# My first Eheim classic 600 (2217) again bad luck...



## Ovidiu (28 Mar 2017)

Hello everyone,

 So today i have recieved my first eheim filter and i bought it not because i needed it but because in 15 years since i first started this hobby all i hear when it comes to filtration is Eheim, Eheim, Eheim! Most durable, efficient and QUIET filter... so... I just had to see and own the allmighty Eheim classic canister.

 The only problem with this filter is that it sounds louder than my 8 yr old JBL e901. I know it has a bigger pump but everyone is saying that they need to go really close to even hear anything from the filter but i can hear the rattling from across the room and that is annoying for everyone in the house. I have installed everything correctly and even double checked the impeller and everything was perfect. I primed it correctly and the air sound was on for about 20 seconds and after that just the rattling with no bubbles coming out.

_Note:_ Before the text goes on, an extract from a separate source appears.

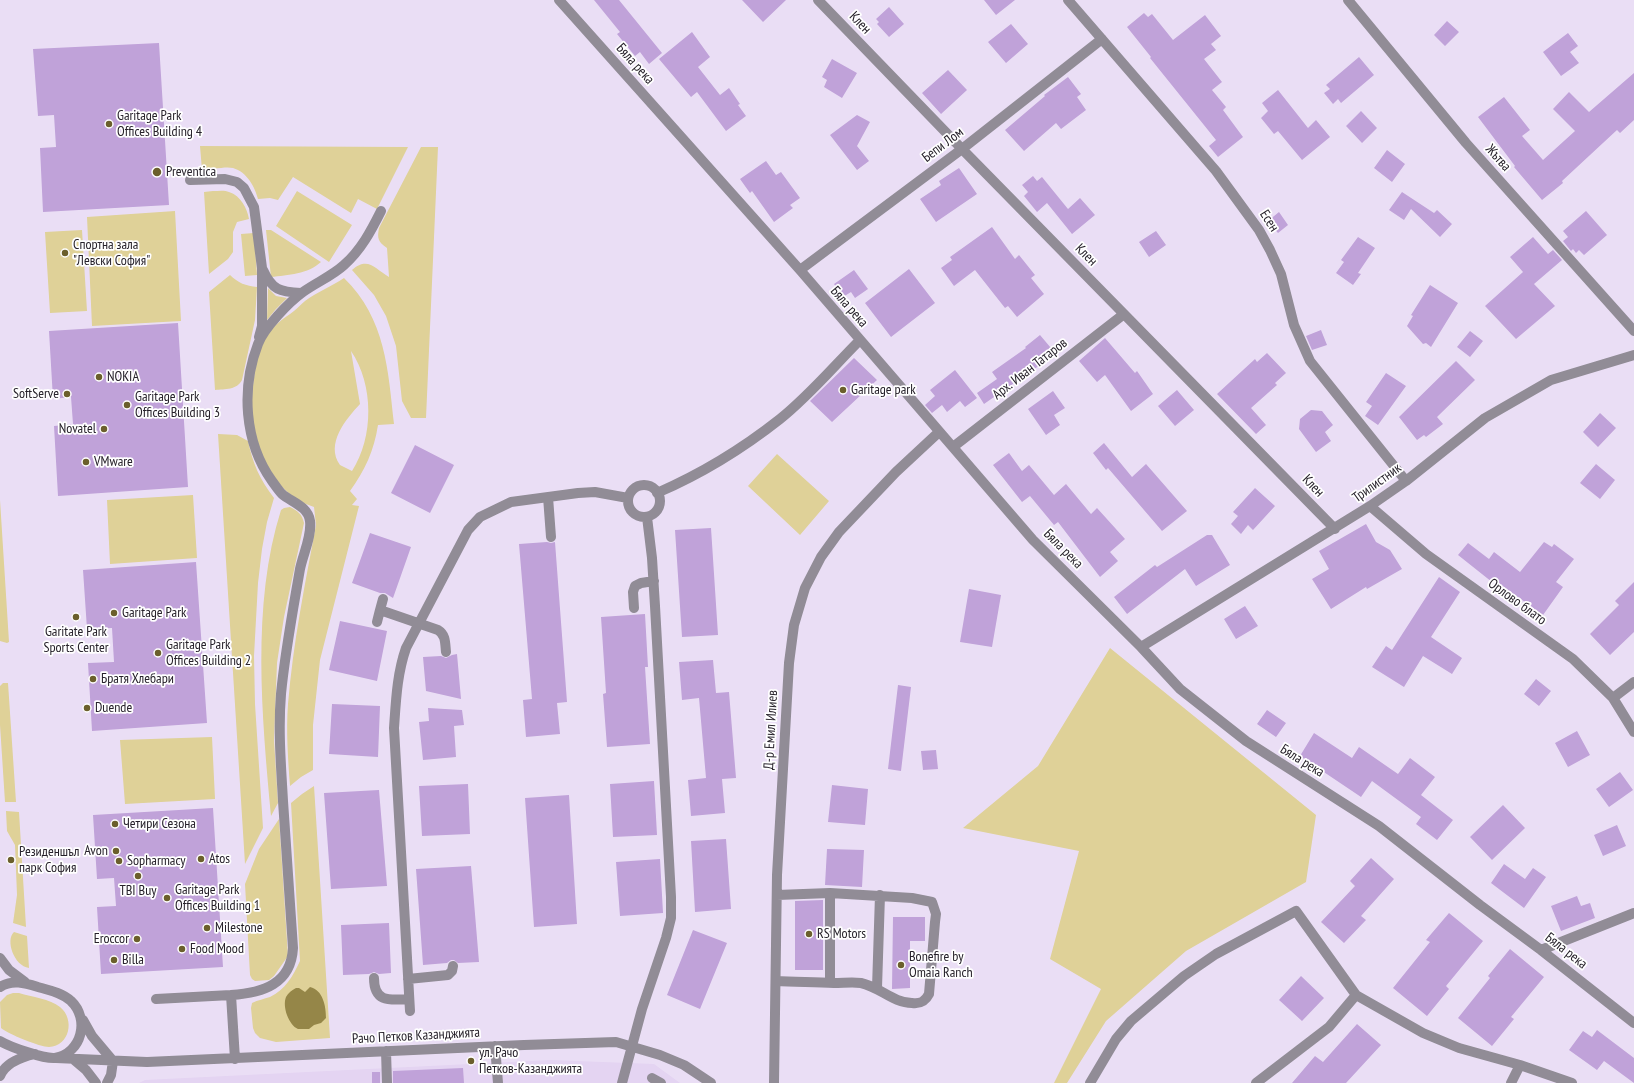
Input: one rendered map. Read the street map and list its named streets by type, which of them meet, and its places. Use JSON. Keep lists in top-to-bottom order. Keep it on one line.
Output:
{"streets":{"street":["Клен","Бяла река","Бепи Лом","Жътва","Есен","Арх. Иван Татаров","Трилистник","Орлово блато","Д-р Емил Илиев","Рачо Петков Казанджията"]},"crossings":[["Клен","Бепи Лом"],["Клен","Арх. Иван Татаров"],["Клен","Трилистник"],["Бяла река","Бепи Лом"],["Бяла река","Арх. Иван Татаров"],["Бяла река","Трилистник"],["Бяла река","Д-р Емил Илиев"],["Бепи Лом","Есен"],["Есен","Трилистник"],["Трилистник","Орлово блато"]],"places":["Garitage Park Offices Building 4","Preventica","Спортна зала \"Левски София\"","NOKIA","Garitage park","SoftServe","Garitage Park Offices Building 3","Novatel","VMware","Garitage Park","Garitate Park Sports Center","Garitage Park Offices Building 2","Братя Хлебари","Duende","Четири Сезона","Avon","Atos","Резиденшъл парк София","Sopharmacy","TBI Buy","Garitage Park Offices Building 1","Milestone","RS Motors","Eroccor","Food Mood","Billa","Bonefire by Omaia Ranch","ул. Рачо Петков-Казанджията"]}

It is really a Pita to send it back to germany and wait 2 weeks for a replacement but i will do it for the sake of everyones sleep.

Does this sound normal to you?




P.S. I checked with a sound meter and its @50db.


----------



## Madhav (29 Mar 2017)

there is another thread with similar problem going on...
you do the bucket test and see whether the pump head alone is silent or not
the thread is here...
https://www.ukaps.org/forum/threads/just-set-up-a-fluval-306-extremely-noisy.49116/



Madhav said:


> Just try this with your head before you invest any further.
> 
> 
> 
> Sent from my HUAWEI GRA-UL00 using Tapatalk


----------



## DavidW (10 Apr 2017)

Hi I recently bought a Eheim ecco pro filter to replace an old Aqua One Aquis 500. It was a lot noisier than the Aqua One, then I realised I had forgotten to stick the rubber feet on the bottom. Doing this did reduce the noise but it's still not as quiet as the old Aqua one I had


----------



## xim (10 Apr 2017)

That sounds like when one of my 2217's impeller is worn out and losing balance. It is dead silent now with a new impeller set. But yours are new and it makes me concerned the next time I buy the part because it seems their QC is getting worse since there are quite a few unhappy first time buyers.


----------



## roadmaster (10 Apr 2017)

If impeller is new,filter is new, then might look and see if rubber bushing's that fit on both end's of the ceramic shaft are in place.
The rubber bushing's are placed on the impeller shaft and the one on the end of the shaft that sit's inside the impeller well are easily lost or sometimes become worn.
Need to look down inside the impeller well and see if the bushing is there .
Other bushing usually found inside top locking mechanisim that you twist/push down(gently) to hold the impeller assembly closed.


----------



## Ovidiu (10 Apr 2017)

Update:

I tried what @Madhav suggested and while i was assembling the rotor back together i accidentally broke the impeller shaft. By the way the sound was no different and the rubber bushing's were in their place.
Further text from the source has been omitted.